Spark Jump modems are registered against a physical address (after confirming that the address is in a 4G or 4G 700 coverage area).  Families using Spark Jump modems are not permitted to use the modem at other locations without first updating their new address details on their Skinny account.  This can be carried out online or by notifying the Skinny Helpdesk (0800 475 4669).   Families should have their Broadband number (also called the MSISDN number) ready if they call the Helpdesk, as this will help the Skinny support team quickly identify the caller as a Spark Jump family.  Another option is for the family to advise the library or organisation that helped them set up the modem (delivery partner) that they are planning to move to new address. The delivery partner in turn will notify DIAA (sparkjump@diaa.nz or 0800 463 422) so that wireless coverage can be confirmed at the new address and the family’s records updated.

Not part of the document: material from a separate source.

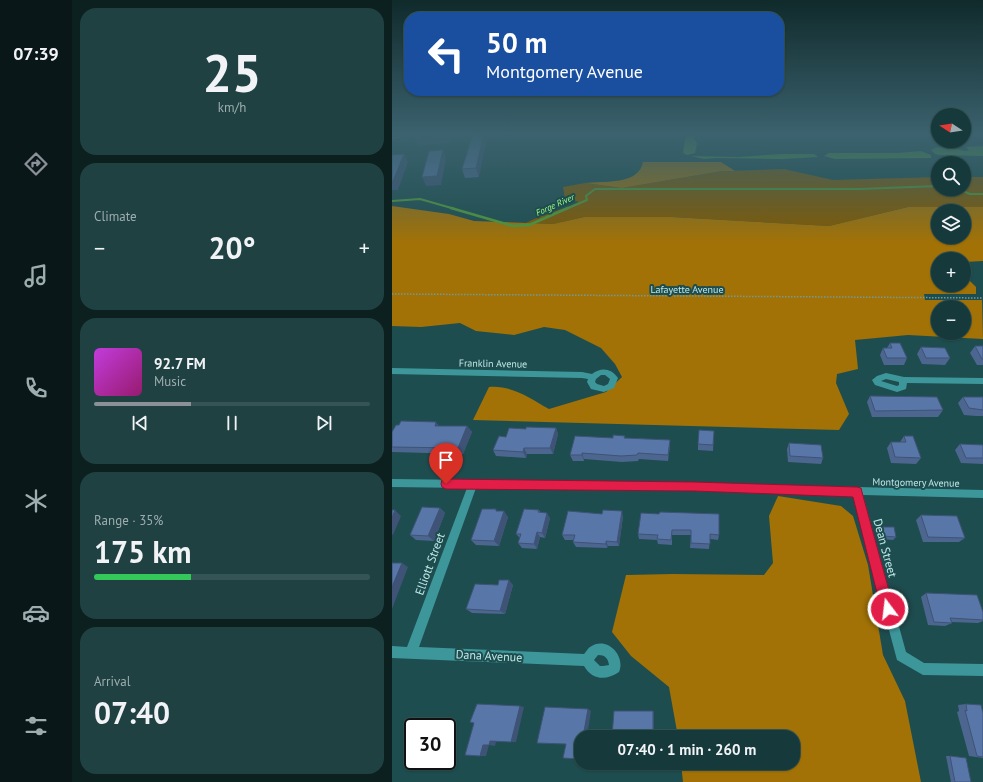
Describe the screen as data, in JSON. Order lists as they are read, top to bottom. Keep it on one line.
{"streets":{"street":["Franklin Avenue","Montgomery Avenue","Dean Street","Elliott Street","Dana Avenue"],"path":["Lafayette Avenue"]},"crossings":[["Montgomery Avenue","Dean Street"],["Montgomery Avenue","Elliott Street"],["Elliott Street","Dana Avenue"]],"water":["Forge River"],"north":"left","page":{"tabs":"07:39","tile":[["25","km/h"],"Climate",["Range · 35%","175 km"],["Arrival","07:40"]],"turn":["50 m","Montgomery Avenue"],"map_buttons":["+","−"],"heat":["−","20°","+"],"song":["92.7 FM","Music"],"limit":"30","trip":"07:40 · 1 min · 260 m"}}
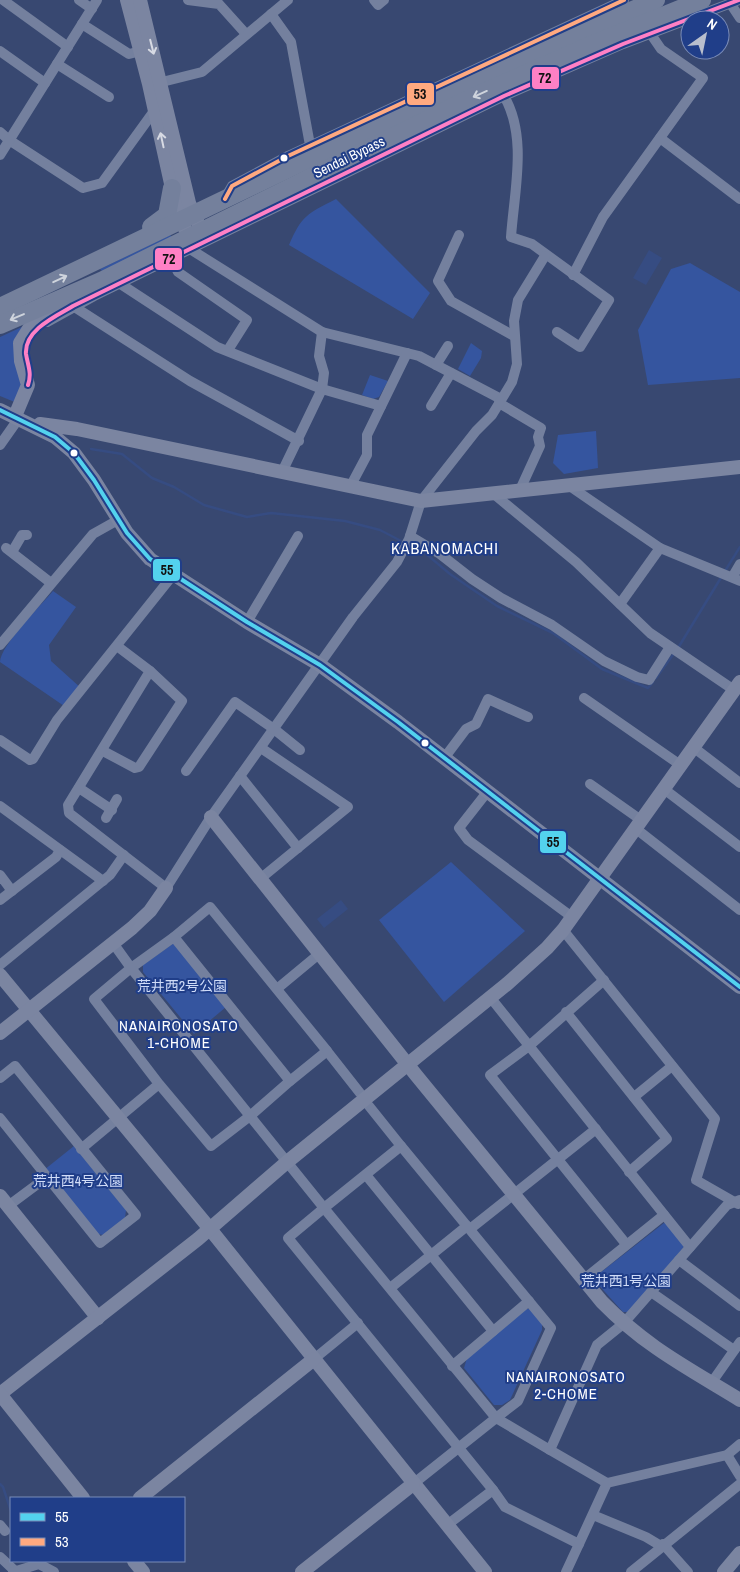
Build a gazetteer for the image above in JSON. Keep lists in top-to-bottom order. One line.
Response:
{"streets":{"highway":["Sendai Bypass"]},"districts":["KABANOMACHI","NANAIRONOSATO 1-CHOME","NANAIRONOSATO 2-CHOME"],"parks":["荒井西2号公園","荒井西4号公園","荒井西1号公園"],"lines":["transit line 53","transit line 72","transit line 55"],"legend":["55","53"],"north":"top right"}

DIAA maintains a register of all modem locations; the register is shared with the Skinny Helpdesk and the Spark Foundation.  Our goal is to ensure that families have uninterrupted service.

Families who do not notify a change of address will appear on a Spark Jump Breach Report, generated by the Skinny team.  This signals the use of the modem at an unknown location and Spark Foundation partners are obliged to contact the family to obtain details of the new address.  If families can not be contacted within 5 working days, their modems will be blocked and they will no longer have access to the Spark Jump internet service.

Some families temporarily relocate their modems to a new location, e.g. during school holidays so that their children have ongoing internet access, or if a family member is hospitalised.  Families in these situations must pre-notify their local delivery partner or DIAA so that a note can be added to their account.  Otherwise, their modems could be blocked.